I responsabili dell’omicidio di Angelo Montanti, ucciso a 32 anni a Canicattì, il 9 novembre 1991, hanno un volto ed un nome. Lo rivela il pentito Angelo Pitrolo, di Niscemi, autore del delitto che si inquadra nella guerra tra “stiddari” e uomini di Cosa Nostra che tra la fine degli anni 80 e gli inizi degli anni 90, provocò centinaia di vittime tra le province di Agrigento e Caltanissetta.

Le fasi dell’omicidio sono state ricostruite in aula nel processo che si celebra davanti la terza sezione della Corte di Assise di Agrigento, presieduta da Giuseppe Melisenda Giambertoni.

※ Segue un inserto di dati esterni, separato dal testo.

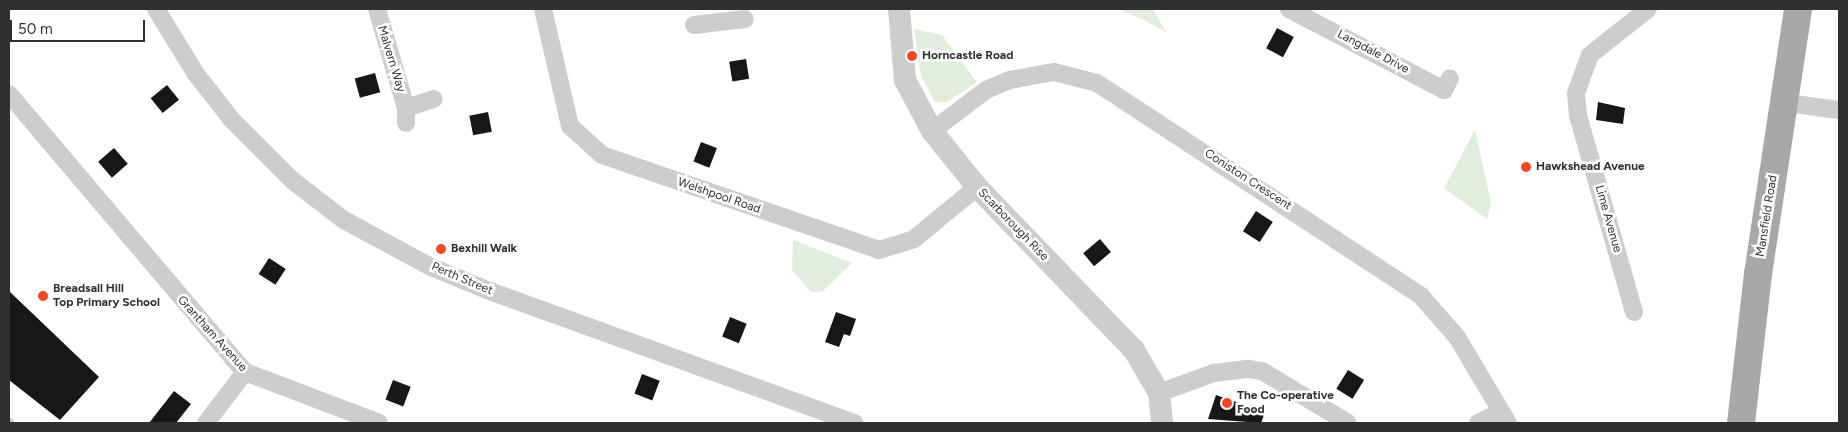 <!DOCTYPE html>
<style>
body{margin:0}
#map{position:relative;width:1848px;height:432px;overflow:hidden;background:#fff;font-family:Figtree,sans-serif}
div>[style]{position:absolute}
.green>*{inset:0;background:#e2eedd}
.building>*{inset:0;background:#171717;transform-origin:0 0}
.service>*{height:9px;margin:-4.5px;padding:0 4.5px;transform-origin:4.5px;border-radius:4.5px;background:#cdcdcd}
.minor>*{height:18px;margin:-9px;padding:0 9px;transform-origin:9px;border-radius:9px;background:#cdcdcd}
.tertiary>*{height:22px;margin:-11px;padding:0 11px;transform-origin:11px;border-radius:11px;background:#cdcdcd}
.primary>*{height:28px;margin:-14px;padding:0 14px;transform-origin:14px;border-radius:14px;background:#a8a8a8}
.dots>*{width:14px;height:14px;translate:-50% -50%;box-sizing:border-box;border:2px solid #fff;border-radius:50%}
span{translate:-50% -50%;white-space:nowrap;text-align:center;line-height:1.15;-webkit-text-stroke:5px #fff;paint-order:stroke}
.street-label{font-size:12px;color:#303030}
.poi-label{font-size:12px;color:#303030;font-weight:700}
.left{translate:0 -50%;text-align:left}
.frame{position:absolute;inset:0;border:10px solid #303030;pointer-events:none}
.scale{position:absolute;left:10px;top:20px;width:135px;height:22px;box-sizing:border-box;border:2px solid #303030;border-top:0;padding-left:6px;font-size:15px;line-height:18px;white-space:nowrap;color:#303030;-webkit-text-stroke:4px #fff;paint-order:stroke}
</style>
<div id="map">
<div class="green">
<i style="clip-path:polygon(1119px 9px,1153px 9px,1166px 32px,1146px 21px)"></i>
<i style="clip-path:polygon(914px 29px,942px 35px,977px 82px,947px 102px,935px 102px,921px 76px)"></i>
<i style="clip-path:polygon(1475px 130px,1491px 203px,1487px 219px,1444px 188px)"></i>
<i style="clip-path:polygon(793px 240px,852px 263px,822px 292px,811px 292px,792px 270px)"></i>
</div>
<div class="building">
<i style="left:1277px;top:28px;width:19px;height:23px;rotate:28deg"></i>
<i style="left:746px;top:59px;width:20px;height:17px;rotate:81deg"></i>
<i style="left:375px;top:73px;width:20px;height:21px;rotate:75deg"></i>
<i style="left:167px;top:85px;width:19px;height:21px;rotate:51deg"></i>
<i style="clip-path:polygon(1598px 102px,1625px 108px,1623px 124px,1596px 120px)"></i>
<i style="left:488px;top:112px;width:20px;height:19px;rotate:79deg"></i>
<i style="left:701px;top:142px;width:17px;height:21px;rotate:21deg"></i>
<i style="left:114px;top:148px;width:21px;height:21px;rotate:49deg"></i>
<i style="left:1256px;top:211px;width:20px;height:24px;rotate:33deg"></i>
<i style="left:1100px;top:239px;width:17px;height:22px;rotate:50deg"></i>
<i style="left:269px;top:258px;width:20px;height:19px;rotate:33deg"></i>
<i style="clip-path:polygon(9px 291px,99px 377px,60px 420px,9px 380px)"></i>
<i style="clip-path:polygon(836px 312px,856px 319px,850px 336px,844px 334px,839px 347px,825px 342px)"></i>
<i style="left:730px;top:317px;width:18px;height:21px;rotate:22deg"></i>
<i style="left:1348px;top:370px;width:19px;height:22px;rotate:32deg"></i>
<i style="left:642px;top:374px;width:19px;height:21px;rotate:21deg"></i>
<i style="left:393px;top:380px;width:19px;height:21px;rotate:21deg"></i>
<i style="clip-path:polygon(174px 391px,191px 404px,176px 423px,149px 423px)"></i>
<i style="clip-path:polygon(1216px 395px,1265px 412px,1261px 423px,1208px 419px)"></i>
</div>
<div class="service">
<i style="left:9px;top:422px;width:1px;rotate:45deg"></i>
</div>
<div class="minor">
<i style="left:156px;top:9px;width:76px;rotate:58.4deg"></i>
<i style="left:196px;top:74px;width:58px;rotate:52deg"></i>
<i style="left:232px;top:120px;width:85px;rotate:45deg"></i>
<i style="left:292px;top:180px;width:66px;rotate:37.6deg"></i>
<i style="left:344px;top:220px;width:97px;rotate:28.4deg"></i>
<i style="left:429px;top:266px;width:63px;rotate:22.5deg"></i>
<i style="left:487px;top:290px;width:391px;rotate:19.9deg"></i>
<i style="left:377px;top:9px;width:103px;rotate:73.7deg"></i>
<i style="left:406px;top:108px;width:15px;rotate:90deg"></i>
<i style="left:543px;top:9px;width:120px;rotate:77deg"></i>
<i style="left:570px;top:126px;width:43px;rotate:42.2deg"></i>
<i style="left:602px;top:155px;width:293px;rotate:18.9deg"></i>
<i style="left:879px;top:250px;width:37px;rotate:-17deg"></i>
<i style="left:914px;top:239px;width:82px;rotate:-39.5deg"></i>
<i style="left:1289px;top:9px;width:175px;rotate:27.6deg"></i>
<i style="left:1444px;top:90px;width:13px;rotate:-63deg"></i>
<i style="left:694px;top:25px;width:51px;rotate:-6.7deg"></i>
<i style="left:9px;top:94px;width:365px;rotate:49.7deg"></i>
<i style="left:245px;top:372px;width:143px;rotate:20.8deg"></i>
<i style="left:1787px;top:103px;width:52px;rotate:7.7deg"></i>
<i style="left:406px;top:108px;width:29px;rotate:-18deg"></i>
<i style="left:932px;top:131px;width:68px;rotate:-37.2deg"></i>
<i style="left:986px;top:90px;width:26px;rotate:-23deg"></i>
<i style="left:1010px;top:80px;width:45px;rotate:-10.3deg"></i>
<i style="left:1054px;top:72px;width:44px;rotate:14.3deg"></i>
<i style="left:1097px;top:83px;width:388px;rotate:33.3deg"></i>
<i style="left:1421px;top:296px;width:55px;rotate:48.7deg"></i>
<i style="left:1457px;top:337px;width:100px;rotate:59.3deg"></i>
<i style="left:1634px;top:312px;width:204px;rotate:-105.9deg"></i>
<i style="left:1578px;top:116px;width:23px;rotate:-95deg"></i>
<i style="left:1576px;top:93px;width:40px;rotate:-69.8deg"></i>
<i style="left:1590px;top:55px;width:74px;rotate:-38.4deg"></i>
<i style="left:1159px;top:393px;width:59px;rotate:-20deg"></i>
<i style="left:1214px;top:373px;width:35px;rotate:-7deg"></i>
<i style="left:1249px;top:369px;width:13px;rotate:9deg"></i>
<i style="left:1262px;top:371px;width:100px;rotate:31.2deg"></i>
<i style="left:206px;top:423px;width:64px;rotate:-52.6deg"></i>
<i style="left:1478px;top:423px;width:26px;rotate:-25deg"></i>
</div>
<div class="tertiary">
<i style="left:899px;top:9px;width:71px;rotate:85.2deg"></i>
<i style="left:905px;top:80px;width:58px;rotate:62.1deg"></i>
<i style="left:932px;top:131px;width:72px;rotate:51.2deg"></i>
<i style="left:977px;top:187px;width:226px;rotate:46.1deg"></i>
<i style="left:1134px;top:350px;width:50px;rotate:59.8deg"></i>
<i style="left:1159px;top:393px;width:30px;rotate:84deg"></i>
</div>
<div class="primary">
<i style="left:1741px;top:423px;width:150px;rotate:-83.5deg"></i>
<i style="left:1758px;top:274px;width:268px;rotate:-81.4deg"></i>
</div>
<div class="dots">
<i style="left:912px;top:56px;background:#f64624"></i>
<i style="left:1526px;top:167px;background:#f64624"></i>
<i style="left:441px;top:249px;background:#f64624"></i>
<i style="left:43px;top:296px;background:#f64624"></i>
<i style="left:1227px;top:403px;background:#f64624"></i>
</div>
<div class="street-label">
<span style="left:1373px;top:52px;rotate:28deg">Langdale Drive</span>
<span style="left:391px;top:59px;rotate:73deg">Malvern Way</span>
<span style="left:1248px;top:180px;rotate:33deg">Coniston Crescent</span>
<span style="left:719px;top:196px;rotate:19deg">Welshpool Road</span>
<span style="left:1767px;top:216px;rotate:-81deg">Mansfield Road</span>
<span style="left:1608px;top:219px;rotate:74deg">Lime Avenue</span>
<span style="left:1013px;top:225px;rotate:46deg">Scarborough Rise</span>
<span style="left:462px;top:279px;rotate:23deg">Perth Street</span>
<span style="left:212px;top:334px;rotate:48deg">Grantham Avenue</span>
</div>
<div class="poi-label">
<span class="left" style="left:922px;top:56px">Horncastle Road</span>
<span class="left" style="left:1536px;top:167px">Hawkshead Avenue</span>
<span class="left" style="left:451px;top:249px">Bexhill Walk</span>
<span class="left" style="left:53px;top:296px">Breadsall Hill<br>Top Primary School</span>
<span class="left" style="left:1237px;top:403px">The Co-operative<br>Food</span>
</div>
<div class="frame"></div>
<div class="scale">50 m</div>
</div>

Sul banco degli imputati, l’autore materiale dell’omicidio, Antonio Pitrolo, 57 anni di Niscemi, affiliato a Cosa Nostra nel 1987.

“Ci nascondemmo in una piccola azienda di Canicattì per quattro o cinque giorni – ha raccontato Pitrolo – giusto il tempo di pianificare tutto”. Montanti, secondo il racconto del collaborante, venne ucciso per volere di Diego Guarneri, allora reggente della cosca di Canicattì, per vendicare la morte di Salvatore Gioia, detto l’americano. Con Pitrolo, che fu il primo a far fuoco con una mitraglietta cal. 9, agirono Rosario La Rocca, anch’egli di Niscemi, autista del commando, Salvatore Siciliano di Mazzarino, Nunzio Emmanuello e Giovanni Passero di Gela. Il processo proseguirà il prossimo 7 novembre. Previste le conclusioni del PM, della difesa e la decisione della Corte.